| Activity |
Scan the data beneath this task and copy each line that includes "linejoin".

| Supplied records |
***
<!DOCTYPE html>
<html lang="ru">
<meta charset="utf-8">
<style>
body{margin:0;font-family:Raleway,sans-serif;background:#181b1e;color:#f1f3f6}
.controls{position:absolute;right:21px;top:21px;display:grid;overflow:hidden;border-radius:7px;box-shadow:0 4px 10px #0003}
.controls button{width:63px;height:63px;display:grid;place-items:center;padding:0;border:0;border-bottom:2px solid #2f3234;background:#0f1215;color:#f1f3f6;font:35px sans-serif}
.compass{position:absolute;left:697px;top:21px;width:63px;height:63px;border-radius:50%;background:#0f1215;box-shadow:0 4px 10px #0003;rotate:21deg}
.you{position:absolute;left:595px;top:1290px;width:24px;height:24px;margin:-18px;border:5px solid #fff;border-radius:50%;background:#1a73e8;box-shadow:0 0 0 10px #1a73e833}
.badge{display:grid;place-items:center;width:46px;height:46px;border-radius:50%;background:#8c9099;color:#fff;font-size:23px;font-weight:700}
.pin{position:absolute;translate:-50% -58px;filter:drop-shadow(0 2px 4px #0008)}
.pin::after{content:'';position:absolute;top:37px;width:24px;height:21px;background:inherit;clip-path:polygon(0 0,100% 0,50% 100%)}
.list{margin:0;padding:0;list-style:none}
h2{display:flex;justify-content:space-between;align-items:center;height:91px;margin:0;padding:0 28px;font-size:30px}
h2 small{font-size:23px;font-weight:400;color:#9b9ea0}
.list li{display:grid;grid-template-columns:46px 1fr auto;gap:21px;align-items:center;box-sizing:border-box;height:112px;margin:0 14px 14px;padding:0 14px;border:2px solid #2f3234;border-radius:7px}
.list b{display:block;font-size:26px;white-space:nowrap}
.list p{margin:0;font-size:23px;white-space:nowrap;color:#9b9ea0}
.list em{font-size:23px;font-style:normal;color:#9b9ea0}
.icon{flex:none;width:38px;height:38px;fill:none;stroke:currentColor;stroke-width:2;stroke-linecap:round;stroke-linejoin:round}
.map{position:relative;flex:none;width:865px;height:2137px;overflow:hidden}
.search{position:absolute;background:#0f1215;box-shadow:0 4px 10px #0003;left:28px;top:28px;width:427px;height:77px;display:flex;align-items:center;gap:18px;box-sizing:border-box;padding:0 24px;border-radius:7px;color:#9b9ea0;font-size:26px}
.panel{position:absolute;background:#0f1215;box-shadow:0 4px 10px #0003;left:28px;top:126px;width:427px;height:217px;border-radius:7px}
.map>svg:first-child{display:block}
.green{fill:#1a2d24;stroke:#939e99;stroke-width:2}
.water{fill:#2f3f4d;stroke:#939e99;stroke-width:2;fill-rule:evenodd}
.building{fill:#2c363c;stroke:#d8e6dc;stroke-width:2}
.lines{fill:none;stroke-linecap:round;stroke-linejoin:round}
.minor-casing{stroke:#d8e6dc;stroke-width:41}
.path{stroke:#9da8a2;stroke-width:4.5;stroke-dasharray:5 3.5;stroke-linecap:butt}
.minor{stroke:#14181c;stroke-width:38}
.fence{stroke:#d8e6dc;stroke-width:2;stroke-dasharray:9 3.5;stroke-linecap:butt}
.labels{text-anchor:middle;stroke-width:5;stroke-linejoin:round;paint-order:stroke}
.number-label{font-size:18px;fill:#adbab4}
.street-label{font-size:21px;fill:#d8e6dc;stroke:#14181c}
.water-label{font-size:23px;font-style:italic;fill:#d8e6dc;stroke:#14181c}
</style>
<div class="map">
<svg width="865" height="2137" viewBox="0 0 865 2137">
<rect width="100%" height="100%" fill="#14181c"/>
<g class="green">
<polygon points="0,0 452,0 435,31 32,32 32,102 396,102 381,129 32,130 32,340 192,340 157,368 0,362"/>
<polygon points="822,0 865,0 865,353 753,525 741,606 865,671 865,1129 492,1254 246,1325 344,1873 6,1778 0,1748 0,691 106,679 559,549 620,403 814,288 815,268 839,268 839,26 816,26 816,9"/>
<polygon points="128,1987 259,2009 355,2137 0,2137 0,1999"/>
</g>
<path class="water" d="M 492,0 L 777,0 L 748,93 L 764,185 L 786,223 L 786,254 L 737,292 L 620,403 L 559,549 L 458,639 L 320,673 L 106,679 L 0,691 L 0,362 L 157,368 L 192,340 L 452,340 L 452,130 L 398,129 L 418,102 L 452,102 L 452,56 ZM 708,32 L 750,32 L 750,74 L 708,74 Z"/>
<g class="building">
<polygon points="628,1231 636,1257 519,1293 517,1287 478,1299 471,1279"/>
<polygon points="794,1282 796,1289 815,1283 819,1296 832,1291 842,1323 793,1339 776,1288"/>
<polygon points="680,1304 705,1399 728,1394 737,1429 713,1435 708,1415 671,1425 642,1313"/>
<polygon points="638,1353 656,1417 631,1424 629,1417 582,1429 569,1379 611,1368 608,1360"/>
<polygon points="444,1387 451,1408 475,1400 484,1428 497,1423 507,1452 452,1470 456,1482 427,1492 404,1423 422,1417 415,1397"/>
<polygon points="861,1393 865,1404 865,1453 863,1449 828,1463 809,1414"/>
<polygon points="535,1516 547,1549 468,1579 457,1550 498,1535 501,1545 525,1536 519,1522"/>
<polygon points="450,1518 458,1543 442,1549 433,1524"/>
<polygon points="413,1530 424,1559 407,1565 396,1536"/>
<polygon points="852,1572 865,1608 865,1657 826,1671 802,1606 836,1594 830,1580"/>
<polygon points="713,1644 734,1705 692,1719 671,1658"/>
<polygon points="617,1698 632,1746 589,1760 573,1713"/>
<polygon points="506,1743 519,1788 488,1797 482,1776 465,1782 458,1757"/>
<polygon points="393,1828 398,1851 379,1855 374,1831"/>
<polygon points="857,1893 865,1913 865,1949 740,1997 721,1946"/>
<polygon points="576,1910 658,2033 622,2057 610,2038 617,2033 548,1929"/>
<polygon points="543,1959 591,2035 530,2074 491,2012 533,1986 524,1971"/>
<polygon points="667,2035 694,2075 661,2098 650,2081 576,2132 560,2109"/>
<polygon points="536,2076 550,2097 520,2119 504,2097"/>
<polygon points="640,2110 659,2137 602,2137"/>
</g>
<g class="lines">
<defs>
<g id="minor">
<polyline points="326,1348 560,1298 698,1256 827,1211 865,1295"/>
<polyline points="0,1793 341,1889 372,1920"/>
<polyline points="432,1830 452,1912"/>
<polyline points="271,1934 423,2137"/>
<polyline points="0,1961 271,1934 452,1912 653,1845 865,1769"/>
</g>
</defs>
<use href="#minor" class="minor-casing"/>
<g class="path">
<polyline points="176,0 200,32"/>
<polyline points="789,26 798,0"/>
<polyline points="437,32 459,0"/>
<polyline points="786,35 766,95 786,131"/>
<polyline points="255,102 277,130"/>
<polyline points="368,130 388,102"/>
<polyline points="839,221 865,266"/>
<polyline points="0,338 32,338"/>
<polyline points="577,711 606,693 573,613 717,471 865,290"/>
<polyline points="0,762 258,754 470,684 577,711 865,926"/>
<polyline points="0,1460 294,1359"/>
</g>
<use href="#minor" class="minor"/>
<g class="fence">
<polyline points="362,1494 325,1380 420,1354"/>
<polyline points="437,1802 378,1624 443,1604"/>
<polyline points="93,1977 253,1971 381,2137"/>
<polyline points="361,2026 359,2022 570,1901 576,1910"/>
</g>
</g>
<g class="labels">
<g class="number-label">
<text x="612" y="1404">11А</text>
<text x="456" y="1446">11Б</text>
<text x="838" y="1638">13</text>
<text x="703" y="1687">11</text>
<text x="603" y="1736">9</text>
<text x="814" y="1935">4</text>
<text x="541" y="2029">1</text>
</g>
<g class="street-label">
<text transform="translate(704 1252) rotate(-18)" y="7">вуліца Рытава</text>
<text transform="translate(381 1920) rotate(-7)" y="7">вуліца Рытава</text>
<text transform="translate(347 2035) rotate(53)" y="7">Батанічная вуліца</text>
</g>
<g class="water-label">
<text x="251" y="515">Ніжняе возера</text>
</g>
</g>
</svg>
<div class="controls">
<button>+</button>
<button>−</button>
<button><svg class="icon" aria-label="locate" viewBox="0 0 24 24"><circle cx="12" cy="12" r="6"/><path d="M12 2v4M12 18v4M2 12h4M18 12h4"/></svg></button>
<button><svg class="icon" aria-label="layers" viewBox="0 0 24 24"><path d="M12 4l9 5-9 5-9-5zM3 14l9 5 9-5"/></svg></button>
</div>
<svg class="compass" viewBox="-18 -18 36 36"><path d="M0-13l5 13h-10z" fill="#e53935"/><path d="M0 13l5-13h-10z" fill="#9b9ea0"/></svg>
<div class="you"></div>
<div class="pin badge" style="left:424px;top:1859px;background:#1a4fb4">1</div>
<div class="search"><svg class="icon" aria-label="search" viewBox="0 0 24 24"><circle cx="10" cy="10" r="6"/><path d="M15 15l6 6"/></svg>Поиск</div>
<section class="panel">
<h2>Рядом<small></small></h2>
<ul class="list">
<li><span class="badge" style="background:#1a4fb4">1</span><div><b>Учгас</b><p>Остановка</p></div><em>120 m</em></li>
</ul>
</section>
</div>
***
| Completed exercise |
.icon{flex:none;width:38px;height:38px;fill:none;stroke:currentColor;stroke-width:2;stroke-linecap:round;stroke-linejoin:round}
.lines{fill:none;stroke-linecap:round;stroke-linejoin:round}
.labels{text-anchor:middle;stroke-width:5;stroke-linejoin:round;paint-order:stroke}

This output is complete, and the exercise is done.